Brent, picking up some “cool Dad” points, saw Thrasher walking ahead of Cheyenne and her teammates on the Oak Harbor-based Sabertooth Shooting Squad and asked if Thrasher had a moment.

A recent West Virginia University graduate, Trasher is just a few years older than the Sabertooth team members.

“I got to meet her when I went to the Winter Air [competition],” Cheyenne said. “My dad introduced me to her. I was kind of shocked and definitely kind of shy when I met her. She’s really nice, all the high-end shooters are nice and kind. She was incredible.

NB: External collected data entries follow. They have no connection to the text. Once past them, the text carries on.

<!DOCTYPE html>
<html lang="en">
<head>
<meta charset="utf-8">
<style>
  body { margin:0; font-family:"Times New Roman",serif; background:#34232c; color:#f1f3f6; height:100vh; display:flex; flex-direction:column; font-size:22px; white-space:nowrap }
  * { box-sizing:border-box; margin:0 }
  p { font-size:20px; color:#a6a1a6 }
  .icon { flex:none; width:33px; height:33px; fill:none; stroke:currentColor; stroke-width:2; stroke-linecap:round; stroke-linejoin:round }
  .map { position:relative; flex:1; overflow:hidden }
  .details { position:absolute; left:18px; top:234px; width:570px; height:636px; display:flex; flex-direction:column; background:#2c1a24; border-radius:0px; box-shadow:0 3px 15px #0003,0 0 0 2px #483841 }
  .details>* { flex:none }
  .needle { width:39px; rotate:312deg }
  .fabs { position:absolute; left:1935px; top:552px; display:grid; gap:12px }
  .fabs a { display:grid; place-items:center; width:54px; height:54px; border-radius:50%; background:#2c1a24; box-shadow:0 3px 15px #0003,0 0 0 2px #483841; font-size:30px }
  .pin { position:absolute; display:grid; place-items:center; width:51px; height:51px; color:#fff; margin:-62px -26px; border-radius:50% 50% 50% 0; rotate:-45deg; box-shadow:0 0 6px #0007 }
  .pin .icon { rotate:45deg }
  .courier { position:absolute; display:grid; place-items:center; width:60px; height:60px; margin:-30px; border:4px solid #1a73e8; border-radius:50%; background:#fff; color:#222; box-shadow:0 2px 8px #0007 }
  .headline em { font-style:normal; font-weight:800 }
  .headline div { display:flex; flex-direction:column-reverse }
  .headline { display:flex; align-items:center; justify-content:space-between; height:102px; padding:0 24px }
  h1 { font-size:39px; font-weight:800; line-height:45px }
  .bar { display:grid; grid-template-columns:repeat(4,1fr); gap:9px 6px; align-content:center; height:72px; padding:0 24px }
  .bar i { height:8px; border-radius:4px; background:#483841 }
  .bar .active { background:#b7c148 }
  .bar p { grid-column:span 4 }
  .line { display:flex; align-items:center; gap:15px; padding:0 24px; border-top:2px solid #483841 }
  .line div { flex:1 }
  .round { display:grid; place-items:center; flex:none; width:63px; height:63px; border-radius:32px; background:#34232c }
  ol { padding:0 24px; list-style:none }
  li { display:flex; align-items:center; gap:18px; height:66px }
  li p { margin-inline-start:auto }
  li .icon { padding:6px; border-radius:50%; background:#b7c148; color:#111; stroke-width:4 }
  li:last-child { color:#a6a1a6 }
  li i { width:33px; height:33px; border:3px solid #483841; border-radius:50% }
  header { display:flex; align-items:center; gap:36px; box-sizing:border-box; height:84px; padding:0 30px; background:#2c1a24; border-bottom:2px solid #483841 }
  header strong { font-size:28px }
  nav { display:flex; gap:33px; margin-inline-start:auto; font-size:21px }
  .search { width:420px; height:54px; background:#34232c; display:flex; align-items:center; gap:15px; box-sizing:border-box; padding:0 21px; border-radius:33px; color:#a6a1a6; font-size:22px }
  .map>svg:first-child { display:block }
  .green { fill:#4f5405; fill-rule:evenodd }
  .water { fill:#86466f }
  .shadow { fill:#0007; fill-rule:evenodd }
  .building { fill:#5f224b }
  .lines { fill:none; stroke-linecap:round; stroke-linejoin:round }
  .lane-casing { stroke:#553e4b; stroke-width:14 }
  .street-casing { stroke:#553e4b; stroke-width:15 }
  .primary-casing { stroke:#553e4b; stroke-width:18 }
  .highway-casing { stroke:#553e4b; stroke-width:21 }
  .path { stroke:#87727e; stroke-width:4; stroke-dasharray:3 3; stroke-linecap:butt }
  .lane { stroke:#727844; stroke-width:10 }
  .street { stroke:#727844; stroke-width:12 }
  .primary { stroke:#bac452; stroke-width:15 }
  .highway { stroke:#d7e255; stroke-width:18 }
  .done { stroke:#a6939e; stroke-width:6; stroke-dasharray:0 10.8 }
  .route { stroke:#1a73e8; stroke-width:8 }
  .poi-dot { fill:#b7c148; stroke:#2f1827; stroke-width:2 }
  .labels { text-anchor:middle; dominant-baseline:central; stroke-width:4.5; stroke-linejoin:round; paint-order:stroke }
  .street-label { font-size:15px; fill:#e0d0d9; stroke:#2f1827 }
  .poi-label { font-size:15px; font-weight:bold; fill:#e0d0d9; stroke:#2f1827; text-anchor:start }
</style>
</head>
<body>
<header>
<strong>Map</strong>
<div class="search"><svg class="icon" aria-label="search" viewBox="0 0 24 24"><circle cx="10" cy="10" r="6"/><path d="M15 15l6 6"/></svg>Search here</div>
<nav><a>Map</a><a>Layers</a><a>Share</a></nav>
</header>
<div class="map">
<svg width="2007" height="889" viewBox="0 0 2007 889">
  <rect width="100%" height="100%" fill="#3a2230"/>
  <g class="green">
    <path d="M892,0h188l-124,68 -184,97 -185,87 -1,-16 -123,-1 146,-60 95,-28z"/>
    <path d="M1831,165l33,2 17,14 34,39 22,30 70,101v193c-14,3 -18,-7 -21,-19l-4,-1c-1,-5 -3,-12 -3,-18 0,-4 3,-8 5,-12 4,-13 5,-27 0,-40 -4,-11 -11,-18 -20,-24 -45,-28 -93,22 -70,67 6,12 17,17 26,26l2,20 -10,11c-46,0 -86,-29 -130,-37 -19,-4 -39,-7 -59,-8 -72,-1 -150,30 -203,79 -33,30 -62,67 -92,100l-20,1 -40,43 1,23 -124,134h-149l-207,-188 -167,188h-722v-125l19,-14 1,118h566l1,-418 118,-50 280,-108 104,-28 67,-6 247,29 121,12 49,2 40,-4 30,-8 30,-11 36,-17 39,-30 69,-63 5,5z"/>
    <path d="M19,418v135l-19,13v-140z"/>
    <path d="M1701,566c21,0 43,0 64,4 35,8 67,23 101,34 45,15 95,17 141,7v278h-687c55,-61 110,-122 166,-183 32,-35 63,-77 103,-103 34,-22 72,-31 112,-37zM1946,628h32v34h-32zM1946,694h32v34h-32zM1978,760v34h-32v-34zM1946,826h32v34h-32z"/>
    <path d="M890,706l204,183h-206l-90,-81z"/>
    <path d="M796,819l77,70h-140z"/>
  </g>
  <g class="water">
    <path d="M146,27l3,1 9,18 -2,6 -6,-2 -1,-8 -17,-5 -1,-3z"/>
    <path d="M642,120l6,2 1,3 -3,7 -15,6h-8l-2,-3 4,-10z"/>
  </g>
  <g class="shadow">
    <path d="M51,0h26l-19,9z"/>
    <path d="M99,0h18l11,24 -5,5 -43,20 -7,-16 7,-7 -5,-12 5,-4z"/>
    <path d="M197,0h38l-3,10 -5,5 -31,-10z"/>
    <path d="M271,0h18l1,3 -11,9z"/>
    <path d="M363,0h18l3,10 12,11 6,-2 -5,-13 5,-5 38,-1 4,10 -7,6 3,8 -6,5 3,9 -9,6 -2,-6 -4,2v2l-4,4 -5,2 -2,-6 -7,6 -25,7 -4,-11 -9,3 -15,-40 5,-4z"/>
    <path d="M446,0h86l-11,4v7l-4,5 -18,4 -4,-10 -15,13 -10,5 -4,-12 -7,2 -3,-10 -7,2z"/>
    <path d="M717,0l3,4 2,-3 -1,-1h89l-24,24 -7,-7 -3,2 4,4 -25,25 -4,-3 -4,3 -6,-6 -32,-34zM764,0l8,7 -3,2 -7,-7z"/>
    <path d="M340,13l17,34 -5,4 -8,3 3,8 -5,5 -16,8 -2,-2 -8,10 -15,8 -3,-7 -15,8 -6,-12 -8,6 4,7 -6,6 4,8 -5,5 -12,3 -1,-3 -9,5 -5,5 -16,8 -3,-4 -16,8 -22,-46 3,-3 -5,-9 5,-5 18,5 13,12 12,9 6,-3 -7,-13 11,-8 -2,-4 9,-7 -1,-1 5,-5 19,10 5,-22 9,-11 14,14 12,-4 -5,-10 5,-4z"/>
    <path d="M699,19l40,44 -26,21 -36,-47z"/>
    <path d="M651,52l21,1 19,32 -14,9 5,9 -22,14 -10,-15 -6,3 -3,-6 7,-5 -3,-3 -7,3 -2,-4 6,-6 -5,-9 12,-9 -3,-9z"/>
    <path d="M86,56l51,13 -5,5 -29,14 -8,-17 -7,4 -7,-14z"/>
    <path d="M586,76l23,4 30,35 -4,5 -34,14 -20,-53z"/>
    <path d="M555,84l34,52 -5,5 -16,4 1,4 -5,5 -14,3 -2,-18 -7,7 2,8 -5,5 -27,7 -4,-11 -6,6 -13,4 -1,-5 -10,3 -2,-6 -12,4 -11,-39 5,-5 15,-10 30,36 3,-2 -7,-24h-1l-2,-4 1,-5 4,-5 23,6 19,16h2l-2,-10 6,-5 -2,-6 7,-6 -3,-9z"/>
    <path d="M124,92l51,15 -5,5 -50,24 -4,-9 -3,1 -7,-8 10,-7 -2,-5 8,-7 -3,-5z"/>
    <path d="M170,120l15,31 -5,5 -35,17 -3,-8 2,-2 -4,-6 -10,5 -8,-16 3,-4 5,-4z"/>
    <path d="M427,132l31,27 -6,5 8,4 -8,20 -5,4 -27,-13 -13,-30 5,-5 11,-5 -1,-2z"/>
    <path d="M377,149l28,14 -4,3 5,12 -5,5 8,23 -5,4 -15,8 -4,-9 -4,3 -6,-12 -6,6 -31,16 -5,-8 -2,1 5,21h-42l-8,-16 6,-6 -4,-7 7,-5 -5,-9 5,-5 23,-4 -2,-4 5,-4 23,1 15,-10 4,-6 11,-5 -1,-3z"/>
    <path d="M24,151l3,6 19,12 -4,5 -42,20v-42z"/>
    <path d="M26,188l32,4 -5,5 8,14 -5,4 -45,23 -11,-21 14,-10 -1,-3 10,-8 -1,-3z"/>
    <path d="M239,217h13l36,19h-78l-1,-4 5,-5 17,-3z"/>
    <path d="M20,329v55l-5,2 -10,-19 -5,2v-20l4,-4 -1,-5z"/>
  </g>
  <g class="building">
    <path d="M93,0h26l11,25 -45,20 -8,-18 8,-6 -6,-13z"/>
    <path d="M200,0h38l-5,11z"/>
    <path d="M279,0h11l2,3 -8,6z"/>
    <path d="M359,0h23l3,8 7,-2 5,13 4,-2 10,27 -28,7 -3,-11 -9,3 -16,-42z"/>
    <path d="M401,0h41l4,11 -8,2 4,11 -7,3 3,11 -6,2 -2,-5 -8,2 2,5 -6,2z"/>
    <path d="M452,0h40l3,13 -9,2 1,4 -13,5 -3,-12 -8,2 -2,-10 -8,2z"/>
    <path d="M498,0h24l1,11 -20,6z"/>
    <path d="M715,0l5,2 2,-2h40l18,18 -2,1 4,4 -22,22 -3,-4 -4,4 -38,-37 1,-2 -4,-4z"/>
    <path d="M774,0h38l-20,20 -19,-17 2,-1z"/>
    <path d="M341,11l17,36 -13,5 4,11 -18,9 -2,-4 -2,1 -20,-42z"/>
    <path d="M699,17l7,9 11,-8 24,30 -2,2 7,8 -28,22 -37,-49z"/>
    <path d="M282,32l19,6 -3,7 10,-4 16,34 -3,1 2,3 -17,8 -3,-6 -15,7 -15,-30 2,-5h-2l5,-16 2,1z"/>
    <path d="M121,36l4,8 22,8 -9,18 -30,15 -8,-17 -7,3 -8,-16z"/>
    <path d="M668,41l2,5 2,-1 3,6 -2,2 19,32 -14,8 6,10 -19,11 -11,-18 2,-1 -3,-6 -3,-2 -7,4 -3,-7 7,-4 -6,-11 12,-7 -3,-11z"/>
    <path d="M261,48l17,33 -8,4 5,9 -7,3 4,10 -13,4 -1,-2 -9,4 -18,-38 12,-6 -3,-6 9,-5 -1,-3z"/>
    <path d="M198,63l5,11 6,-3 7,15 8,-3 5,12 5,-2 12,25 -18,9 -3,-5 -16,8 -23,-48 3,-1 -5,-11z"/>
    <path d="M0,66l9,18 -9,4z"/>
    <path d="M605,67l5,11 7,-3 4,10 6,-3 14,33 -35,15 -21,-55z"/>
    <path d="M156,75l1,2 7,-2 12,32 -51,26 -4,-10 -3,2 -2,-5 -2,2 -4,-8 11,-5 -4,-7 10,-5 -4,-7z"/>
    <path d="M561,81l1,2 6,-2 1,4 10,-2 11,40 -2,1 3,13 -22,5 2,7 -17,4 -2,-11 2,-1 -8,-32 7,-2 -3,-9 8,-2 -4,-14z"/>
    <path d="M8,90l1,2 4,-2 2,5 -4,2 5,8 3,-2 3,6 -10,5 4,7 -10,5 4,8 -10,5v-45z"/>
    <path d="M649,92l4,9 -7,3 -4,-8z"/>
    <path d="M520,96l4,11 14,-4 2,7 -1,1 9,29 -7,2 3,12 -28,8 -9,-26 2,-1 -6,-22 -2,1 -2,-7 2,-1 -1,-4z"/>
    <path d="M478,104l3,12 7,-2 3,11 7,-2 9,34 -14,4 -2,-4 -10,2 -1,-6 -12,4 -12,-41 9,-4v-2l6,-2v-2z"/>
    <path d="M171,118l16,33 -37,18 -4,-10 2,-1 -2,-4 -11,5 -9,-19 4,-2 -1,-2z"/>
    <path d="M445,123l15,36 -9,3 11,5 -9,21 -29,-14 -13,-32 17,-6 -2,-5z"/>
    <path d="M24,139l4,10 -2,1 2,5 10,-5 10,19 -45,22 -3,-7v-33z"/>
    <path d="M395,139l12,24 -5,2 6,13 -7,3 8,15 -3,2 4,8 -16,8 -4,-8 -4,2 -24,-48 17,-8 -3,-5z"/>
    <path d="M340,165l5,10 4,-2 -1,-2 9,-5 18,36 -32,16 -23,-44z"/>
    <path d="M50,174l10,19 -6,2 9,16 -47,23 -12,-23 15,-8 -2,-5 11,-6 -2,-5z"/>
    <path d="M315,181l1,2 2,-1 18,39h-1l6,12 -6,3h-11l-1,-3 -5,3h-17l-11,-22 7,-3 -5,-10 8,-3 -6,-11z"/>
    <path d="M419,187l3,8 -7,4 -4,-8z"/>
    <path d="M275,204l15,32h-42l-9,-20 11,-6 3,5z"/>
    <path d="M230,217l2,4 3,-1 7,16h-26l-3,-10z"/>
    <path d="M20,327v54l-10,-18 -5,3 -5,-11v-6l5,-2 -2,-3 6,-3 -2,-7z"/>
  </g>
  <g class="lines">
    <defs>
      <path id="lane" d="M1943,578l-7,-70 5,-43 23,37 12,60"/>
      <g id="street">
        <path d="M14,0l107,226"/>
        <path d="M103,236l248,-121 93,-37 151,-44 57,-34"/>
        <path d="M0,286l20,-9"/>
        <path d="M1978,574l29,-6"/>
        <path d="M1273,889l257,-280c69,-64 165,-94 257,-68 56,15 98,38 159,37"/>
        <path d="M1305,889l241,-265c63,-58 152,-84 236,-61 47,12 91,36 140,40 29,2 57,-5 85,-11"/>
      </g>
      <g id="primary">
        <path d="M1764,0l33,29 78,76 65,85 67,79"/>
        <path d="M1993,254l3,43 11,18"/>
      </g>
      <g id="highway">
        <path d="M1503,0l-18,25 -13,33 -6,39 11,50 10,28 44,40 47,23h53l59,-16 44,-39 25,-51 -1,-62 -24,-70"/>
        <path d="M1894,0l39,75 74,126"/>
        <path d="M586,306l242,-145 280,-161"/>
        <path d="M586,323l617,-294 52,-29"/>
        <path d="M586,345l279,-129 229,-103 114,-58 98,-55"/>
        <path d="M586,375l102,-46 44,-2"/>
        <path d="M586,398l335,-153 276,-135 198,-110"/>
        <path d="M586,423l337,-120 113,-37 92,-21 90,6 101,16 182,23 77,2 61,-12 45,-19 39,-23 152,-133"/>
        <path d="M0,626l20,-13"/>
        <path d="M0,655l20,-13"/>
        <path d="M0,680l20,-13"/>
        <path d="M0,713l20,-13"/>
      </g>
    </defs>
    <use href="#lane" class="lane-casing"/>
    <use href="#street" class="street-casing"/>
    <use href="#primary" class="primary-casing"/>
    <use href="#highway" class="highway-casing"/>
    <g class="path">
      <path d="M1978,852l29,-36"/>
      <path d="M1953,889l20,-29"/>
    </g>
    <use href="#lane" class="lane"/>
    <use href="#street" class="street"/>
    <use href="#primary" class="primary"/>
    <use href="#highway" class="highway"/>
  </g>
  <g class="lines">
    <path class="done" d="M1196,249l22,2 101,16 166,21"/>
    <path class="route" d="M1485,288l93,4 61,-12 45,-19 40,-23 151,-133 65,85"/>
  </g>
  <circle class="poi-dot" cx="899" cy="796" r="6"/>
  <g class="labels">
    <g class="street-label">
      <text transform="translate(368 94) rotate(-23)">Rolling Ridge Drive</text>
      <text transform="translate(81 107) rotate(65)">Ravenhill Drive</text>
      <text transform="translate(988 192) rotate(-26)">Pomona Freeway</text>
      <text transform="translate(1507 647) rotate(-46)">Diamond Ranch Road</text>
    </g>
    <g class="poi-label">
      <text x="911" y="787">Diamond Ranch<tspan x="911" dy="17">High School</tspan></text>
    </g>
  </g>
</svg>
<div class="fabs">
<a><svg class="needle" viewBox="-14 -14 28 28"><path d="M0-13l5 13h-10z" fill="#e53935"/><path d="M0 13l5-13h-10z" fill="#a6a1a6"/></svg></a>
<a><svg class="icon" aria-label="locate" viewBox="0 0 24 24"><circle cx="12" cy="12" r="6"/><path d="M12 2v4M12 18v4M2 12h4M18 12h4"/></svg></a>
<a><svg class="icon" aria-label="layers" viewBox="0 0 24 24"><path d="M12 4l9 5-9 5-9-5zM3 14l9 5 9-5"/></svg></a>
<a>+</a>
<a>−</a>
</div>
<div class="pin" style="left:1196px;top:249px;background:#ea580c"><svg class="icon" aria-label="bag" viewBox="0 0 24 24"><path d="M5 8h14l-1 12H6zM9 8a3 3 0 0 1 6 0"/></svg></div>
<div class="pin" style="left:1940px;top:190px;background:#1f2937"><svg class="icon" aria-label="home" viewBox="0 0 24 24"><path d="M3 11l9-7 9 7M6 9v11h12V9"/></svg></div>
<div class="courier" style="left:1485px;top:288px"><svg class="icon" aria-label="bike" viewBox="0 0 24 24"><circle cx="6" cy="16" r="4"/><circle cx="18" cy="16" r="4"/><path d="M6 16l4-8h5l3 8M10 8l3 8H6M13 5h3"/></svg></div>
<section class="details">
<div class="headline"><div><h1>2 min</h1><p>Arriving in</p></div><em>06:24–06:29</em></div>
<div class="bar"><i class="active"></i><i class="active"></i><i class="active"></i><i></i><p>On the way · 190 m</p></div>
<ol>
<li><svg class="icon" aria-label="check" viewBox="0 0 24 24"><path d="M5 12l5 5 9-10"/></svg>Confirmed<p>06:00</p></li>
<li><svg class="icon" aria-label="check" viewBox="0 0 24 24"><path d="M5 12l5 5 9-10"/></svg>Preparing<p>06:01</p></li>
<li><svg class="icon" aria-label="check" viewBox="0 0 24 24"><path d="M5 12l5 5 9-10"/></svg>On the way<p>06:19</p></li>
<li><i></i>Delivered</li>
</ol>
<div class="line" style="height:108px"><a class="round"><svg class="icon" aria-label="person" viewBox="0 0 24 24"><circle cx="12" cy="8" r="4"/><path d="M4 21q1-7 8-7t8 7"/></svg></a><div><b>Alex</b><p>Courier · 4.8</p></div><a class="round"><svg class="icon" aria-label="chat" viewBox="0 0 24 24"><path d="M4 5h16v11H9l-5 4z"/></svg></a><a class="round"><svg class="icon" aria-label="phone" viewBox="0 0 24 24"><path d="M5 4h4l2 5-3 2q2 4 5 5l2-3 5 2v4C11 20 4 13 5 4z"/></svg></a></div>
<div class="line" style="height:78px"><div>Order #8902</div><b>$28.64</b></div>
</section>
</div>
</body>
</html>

She encouraged me and last year she told me ‘to enjoy the experience, take it all in and next year come back and win it.”

Maggard and her Sabertooth teammates qualified as a team for next week’s Junior Rifle National Championships hosted by the Army’s Markmanship Unit at Fort Benning, Ga.

The Sabertooth team finished third at the Civilian Marksmanship Program’s Regional Championship in Utah, with Maggard coming in 16th individually.

Maggard and her teammates will compete in the 10m Air Rifle, aiming for the top score in 60 standing shots, and the 50m smallbore in kneeling, seated and prone positions.

“I’m looking forward to shooting at a competition I’ve never been to on a military base with my team,” Maggard said. “And all the new experiences that will happen there. A week later I’m going to be leaving for Navy Nationals which I qualified for last year as an individual through NJROTC [Naval Junior Reserve Officer Training Corps] program with Port Angeles High School. This time I’ll be going to Arizona for that match.”

And Maggard, who started shooting when she was age 5 with her dad, is invested in her chosen sport.

She shoots a Pardini air rifle and an Anschutz smallbore .22-caliber rimfire rifle, pricy pieces of sporting equipment.

“She spent years worth of birthday and christmas money and from baby sitting,” Brent Maggard said. “She babysat for one of the church’s women’s groups and that paid for a good portion.”

Maggard wanted to be absolutely sure his daughter wanted to pursue shooting sports before she spent her hard-earned cash.

“You can’t be doing this for dad,” Maggard said. “I asked her, ‘Is your heart really in this and are you doing it for the right reasons?’ When she stepped up and offered to contribute, I knew she was in it because she’s kind of a tightwad.”

And with scores that equal or better athletes already competing at the college level with NCAA shooting sports teams, Maggard may be able to write her own scholarship ticket in a few years.

As of early 2019, a total of 31 schools ranging from NCAA Division I powerhouses like West Virginia, Texas Christian and Kentucky, to National Junior College Athletic Associations field women’s college rifle teams.